Data for review Start Marker

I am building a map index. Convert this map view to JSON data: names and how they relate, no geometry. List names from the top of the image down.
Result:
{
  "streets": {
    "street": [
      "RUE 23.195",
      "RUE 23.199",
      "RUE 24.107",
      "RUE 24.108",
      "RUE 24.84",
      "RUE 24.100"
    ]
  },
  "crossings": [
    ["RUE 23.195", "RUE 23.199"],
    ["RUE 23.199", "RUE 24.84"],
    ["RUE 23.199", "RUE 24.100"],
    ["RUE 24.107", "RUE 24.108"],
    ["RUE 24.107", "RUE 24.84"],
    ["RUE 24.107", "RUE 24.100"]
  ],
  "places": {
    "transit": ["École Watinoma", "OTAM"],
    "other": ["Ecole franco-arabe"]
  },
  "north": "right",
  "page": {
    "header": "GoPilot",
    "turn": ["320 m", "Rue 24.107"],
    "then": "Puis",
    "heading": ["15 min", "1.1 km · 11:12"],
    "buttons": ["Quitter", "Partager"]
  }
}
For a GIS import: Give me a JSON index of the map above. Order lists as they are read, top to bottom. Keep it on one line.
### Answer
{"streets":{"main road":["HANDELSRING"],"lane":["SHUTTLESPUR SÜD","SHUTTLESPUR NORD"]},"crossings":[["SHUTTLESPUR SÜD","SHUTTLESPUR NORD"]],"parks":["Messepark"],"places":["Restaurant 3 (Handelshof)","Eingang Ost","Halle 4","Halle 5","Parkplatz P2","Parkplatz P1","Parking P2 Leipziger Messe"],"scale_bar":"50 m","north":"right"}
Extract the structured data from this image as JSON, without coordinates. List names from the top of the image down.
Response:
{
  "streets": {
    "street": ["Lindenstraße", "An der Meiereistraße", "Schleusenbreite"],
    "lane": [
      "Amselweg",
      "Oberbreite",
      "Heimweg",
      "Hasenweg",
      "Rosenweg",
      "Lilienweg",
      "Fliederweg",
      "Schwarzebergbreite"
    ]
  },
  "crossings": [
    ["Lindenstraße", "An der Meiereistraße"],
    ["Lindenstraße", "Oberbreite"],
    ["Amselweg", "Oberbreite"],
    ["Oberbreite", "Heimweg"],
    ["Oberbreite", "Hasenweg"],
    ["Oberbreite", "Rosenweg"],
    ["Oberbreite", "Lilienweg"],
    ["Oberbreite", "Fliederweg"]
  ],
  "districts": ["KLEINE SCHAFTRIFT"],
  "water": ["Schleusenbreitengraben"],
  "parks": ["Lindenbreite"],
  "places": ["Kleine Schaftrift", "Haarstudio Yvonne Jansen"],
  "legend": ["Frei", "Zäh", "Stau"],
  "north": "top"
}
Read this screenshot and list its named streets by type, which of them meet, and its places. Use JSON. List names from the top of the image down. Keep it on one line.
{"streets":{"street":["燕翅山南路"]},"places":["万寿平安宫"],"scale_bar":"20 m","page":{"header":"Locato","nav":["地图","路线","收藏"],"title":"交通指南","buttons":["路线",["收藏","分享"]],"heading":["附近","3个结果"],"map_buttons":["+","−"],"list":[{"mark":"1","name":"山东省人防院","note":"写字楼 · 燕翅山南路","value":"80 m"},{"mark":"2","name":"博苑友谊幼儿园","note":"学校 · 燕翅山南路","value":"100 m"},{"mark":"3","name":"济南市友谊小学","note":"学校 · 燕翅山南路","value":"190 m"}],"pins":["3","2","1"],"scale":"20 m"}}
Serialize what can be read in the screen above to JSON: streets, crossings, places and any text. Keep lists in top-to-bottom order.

Data for review End Marker

__What the task asks__
Your answer must be an exact copy of every record.

__Task response__
I am building a map index. Convert this map view to JSON data: names and how they relate, no geometry. List names from the top of the image down.
Result:
{
  "streets": {
    "street": [
      "RUE 23.195",
      "RUE 23.199",
      "RUE 24.107",
      "RUE 24.108",
      "RUE 24.84",
      "RUE 24.100"
    ]
  },
  "crossings": [
    ["RUE 23.195", "RUE 23.199"],
    ["RUE 23.199", "RUE 24.84"],
    ["RUE 23.199", "RUE 24.100"],
    ["RUE 24.107", "RUE 24.108"],
    ["RUE 24.107", "RUE 24.84"],
    ["RUE 24.107", "RUE 24.100"]
  ],
  "places": {
    "transit": ["École Watinoma", "OTAM"],
    "other": ["Ecole franco-arabe"]
  },
  "north": "right",
  "page": {
    "header": "GoPilot",
    "turn": ["320 m", "Rue 24.107"],
    "then": "Puis",
    "heading": ["15 min", "1.1 km · 11:12"],
    "buttons": ["Quitter", "Partager"]
  }
}
For a GIS import: Give me a JSON index of the map above. Order lists as they are read, top to bottom. Keep it on one line.
### Answer
{"streets":{"main road":["HANDELSRING"],"lane":["SHUTTLESPUR SÜD","SHUTTLESPUR NORD"]},"crossings":[["SHUTTLESPUR SÜD","SHUTTLESPUR NORD"]],"parks":["Messepark"],"places":["Restaurant 3 (Handelshof)","Eingang Ost","Halle 4","Halle 5","Parkplatz P2","Parkplatz P1","Parking P2 Leipziger Messe"],"scale_bar":"50 m","north":"right"}
Extract the structured data from this image as JSON, without coordinates. List names from the top of the image down.
Response:
{
  "streets": {
    "street": ["Lindenstraße", "An der Meiereistraße", "Schleusenbreite"],
    "lane": [
      "Amselweg",
      "Oberbreite",
      "Heimweg",
      "Hasenweg",
      "Rosenweg",
      "Lilienweg",
      "Fliederweg",
      "Schwarzebergbreite"
    ]
  },
  "crossings": [
    ["Lindenstraße", "An der Meiereistraße"],
    ["Lindenstraße", "Oberbreite"],
    ["Amselweg", "Oberbreite"],
    ["Oberbreite", "Heimweg"],
    ["Oberbreite", "Hasenweg"],
    ["Oberbreite", "Rosenweg"],
    ["Oberbreite", "Lilienweg"],
    ["Oberbreite", "Fliederweg"]
  ],
  "districts": ["KLEINE SCHAFTRIFT"],
  "water": ["Schleusenbreitengraben"],
  "parks": ["Lindenbreite"],
  "places": ["Kleine Schaftrift", "Haarstudio Yvonne Jansen"],
  "legend": ["Frei", "Zäh", "Stau"],
  "north": "top"
}
Read this screenshot and list its named streets by type, which of them meet, and its places. Use JSON. List names from the top of the image down. Keep it on one line.
{"streets":{"street":["燕翅山南路"]},"places":["万寿平安宫"],"scale_bar":"20 m","page":{"header":"Locato","nav":["地图","路线","收藏"],"title":"交通指南","buttons":["路线",["收藏","分享"]],"heading":["附近","3个结果"],"map_buttons":["+","−"],"list":[{"mark":"1","name":"山东省人防院","note":"写字楼 · 燕翅山南路","value":"80 m"},{"mark":"2","name":"博苑友谊幼儿园","note":"学校 · 燕翅山南路","value":"100 m"},{"mark":"3","name":"济南市友谊小学","note":"学校 · 燕翅山南路","value":"190 m"}],"pins":["3","2","1"],"scale":"20 m"}}
Serialize what can be read in the screen above to JSON: streets, crossings, places and any text. Keep lists in top-to-bottom order.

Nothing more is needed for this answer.